Evvel yükseklerden uçtu,düze indi şimdi gönlüm

Gözlerimde kanlı yaşlar,hasretin bağrımda kışlar

Başa geldi olmaz  işler,binbir dertle doldu gönlüm”

Film bu türküyle sona ererken yine de hayata tutunacak bir dal bulmuştu “Gulcan”.

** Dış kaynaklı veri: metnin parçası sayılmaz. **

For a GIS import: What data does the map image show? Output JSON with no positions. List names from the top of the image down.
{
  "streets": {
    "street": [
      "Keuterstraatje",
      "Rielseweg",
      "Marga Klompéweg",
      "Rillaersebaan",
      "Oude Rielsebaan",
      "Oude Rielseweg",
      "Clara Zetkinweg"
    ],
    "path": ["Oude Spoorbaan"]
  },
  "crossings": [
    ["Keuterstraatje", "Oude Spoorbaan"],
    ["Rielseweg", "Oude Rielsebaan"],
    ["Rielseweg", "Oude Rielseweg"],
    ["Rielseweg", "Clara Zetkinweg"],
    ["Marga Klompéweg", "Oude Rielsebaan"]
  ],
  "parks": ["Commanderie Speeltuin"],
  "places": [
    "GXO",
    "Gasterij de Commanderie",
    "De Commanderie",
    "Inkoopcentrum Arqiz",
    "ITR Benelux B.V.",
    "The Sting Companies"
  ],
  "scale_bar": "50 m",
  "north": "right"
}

Bize iyiliği öğreten, farklı dünyalara pencereler açan, gerçekleri gösteren, güldüren, ağlatan, düşündüren, hayal dünyamızı zenginleştiren, umutlarımızı yeşerten filmler hiç bitmesin. Gerçek hayatta da kötülerin kaybetmesi, aydınlık yarınlar kaderimiz olsun.

Bir yorum

  • Hayati Sarnık

    Hayatımız Film.Filmler hayatımız ve geçmişimiz.Eyüpte doğup büyüdüğümden şanslıydım.6 adet (2 yazlık)sinema vardı.İlk okula başlamadan ailece yazlık sinemalara giderdik.Melek sineması yapılmıştı. (Yazlık ve kışlık)İst.un en yeni sinemasıydı.Galalar yapılmaya başlandı.Sokaklarda çığırtkanlar dolaşır,Sinemada oynayan filmleri ve artistleri söylerlerdi. (İptida i ,sobacılara yaptırılan megafonlarla)Hergün 5-6 tanesi geçerdi sokaktan.Akşam olupta Beyler eve yorgun gelince evlerde münakaşa ve nazlanmalar başlardı aile arasında. (Bizde de)Çocuklar önceden anneler tarafından kurulurdu.Bazen çocuklar azar işitir,fırça yerdi.Sonunda yorgun baba isteksizce razı olurdu.Galalarda çok oyuncu görürdük.Dünyalar bizim olur sohbetler bitmezdi hanımlar arasında.Sonraları otomobilli çığırtkanlar başladı.Durup durup konuşurlardı.Bizlerde arabanın etrafından ayrılmazdık sokağı terk edene kadar.Eve gelip ana’mıza anlatırdık,kimler oynuyor,konusu ne,saat kaçta…Sinemada çekirdek faslı vardı.Sinemaların önü seyyar;baloncu,çekirdekçi,şekerci,pamuk helvacı ve macuncu dolardı.Film başlayınca curcuna başlardı.Kötü adama yuuuhlar,ezilen aşıklara ahhlar vahhh lar.Dansöz mutlaka bir sahne de arz-ı endam ederdi.Islık sesleri mah.inletirdi.Gelemeyenler bilirlerdi dansöz çıktığını.Nasıl geçmiş zaman kiiiiiii.